Zac, Fran and Amber are working to restore a stained glass window that has recently been discovered in a nearby church. The window, depicting an angel, provides the link to the historical element of the book. The protagonist of this section, Laura, is the daughter of the church vicar in the late nineteenth century. Laura’s family are mourning the loss of their son and daughter, Ned and Caroline. Another daughter is married and expecting her first child leaving Laura to support her grieving parents.

Laura also has love interests: Anthony Bond, the solid and upright churchwarden of whom her family approve; and Philip Russell, a man with an estranged wife who is commissioned to create two stained glass windows for the church on behalf of Minster Glass.

There are obvious parallels between the life experiences of Fran and Laura. There are also a great many angel references, something which other readers warmed to but which I found a little too much at times.

I was sent this book to review as a member of the Curtis Brown Book Group so had the privilege of asking the author about the variations in the way she wrote the two stories. My question was:

“Fran’s story seems to be written in quite a different style to Laura’s. I wondered if this was deliberate, if you were trying to tell the modern story in a modern style and the historical story in a period style?”

Rachel replied:

“It is deliberate, yes, and your explanation is bang on the nail! It just is a question of imagining the sensibilities of the characters in the different eras.”
I then asked:
“Some readers choose books because they like a certain type of writing. Were you at all concerned about mixing it up in this way?”
Rachel replied:
“It worked for me, Jackie, so I had to hope it did for the readers. I find that I can’t write while thinking about the readers because there are so many different reactions from people and it can be muddling. The place one is in psychologically while writing is a very secret one. It’s the editing process that draws in the editor (and the writer as self-editor) in the role of reader.”

I found this answer insightful. My reaction to the modern story may be critical, but only because of my personal preferences as a reader. From the discussion it was clear that others thoroughly enjoyed the author’s approach.

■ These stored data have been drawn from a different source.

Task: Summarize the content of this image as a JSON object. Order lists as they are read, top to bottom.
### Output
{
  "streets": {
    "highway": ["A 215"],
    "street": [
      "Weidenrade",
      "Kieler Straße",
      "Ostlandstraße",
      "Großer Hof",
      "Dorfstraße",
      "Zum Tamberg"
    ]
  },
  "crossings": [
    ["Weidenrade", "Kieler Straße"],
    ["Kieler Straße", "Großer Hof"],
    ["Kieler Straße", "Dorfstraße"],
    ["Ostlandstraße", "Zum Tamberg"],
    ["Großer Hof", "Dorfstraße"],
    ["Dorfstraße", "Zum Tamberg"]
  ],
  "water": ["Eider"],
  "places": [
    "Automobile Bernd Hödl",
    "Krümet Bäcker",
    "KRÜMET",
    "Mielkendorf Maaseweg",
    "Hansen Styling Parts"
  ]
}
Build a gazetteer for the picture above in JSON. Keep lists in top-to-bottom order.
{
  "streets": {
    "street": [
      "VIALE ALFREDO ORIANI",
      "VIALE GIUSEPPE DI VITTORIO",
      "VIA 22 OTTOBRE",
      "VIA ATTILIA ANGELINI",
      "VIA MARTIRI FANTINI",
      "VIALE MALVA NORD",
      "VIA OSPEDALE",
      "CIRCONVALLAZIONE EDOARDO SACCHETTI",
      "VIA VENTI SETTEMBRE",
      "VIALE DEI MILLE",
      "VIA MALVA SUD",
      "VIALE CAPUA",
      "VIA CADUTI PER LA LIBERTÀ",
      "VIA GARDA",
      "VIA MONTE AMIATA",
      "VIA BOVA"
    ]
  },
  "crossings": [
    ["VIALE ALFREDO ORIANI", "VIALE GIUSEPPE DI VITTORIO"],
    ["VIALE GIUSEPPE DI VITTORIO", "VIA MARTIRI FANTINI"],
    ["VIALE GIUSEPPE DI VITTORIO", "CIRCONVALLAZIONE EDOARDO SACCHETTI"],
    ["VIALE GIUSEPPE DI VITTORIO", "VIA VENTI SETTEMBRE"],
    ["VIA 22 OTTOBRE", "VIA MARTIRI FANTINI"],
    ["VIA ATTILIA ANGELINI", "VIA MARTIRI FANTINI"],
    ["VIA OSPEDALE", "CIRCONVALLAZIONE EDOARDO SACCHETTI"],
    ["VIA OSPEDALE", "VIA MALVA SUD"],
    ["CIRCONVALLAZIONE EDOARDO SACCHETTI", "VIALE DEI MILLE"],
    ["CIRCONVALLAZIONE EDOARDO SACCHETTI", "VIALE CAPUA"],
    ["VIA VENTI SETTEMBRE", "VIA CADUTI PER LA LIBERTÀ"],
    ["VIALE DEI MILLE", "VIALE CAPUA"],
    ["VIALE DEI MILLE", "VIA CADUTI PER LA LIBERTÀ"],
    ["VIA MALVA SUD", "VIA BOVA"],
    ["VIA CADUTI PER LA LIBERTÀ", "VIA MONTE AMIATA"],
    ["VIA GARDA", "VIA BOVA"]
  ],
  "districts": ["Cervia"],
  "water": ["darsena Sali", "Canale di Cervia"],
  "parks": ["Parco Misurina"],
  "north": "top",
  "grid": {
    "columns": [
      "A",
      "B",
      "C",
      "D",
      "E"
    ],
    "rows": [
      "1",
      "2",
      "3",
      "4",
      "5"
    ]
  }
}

I believe I was put off this book early on when Laura peeked into her dead sister Caroline’s bedroom and noted the possessions still there, included a teddy bear. Caroline died in 1878 yet teddy bears became popular after 1902 following a bear hunting incident involving American president, Theodore Roosevelt. As an arctophile, this grated. Later in the story a window at Minster Glass is broken by vandals, and glaziers are called to mend it. I wondered why a shop trading in fancy windows could not replace a simple pane of glass themselves.

I considered too much detail was glossed over: failing to name other choirs at the time, referring to them simply as ‘well known’; the vicar’s lost glasses being found ‘in the obvious place’ which went unspecified. The homilies from the vicar as he gave well meaning advice seemed overly religious. I accept that he was a vicar so this was in character, but found it challenging to read.

I did enjoy the ending, which took us back to Laura’s story and worked well.

I guess I prefer my mysteries to be a little more subtle. I found this tale predictable with just the occasional unexpected event thrown in, rarely altering the outcome.

I like to read eclectically and this was not a typical book for me. Whilst I recognise that many others enjoy the genre, I will not be adding further romantic fiction to my TBR pile.

My copy of this book was provided gratis by the Curtis Brown Book Group.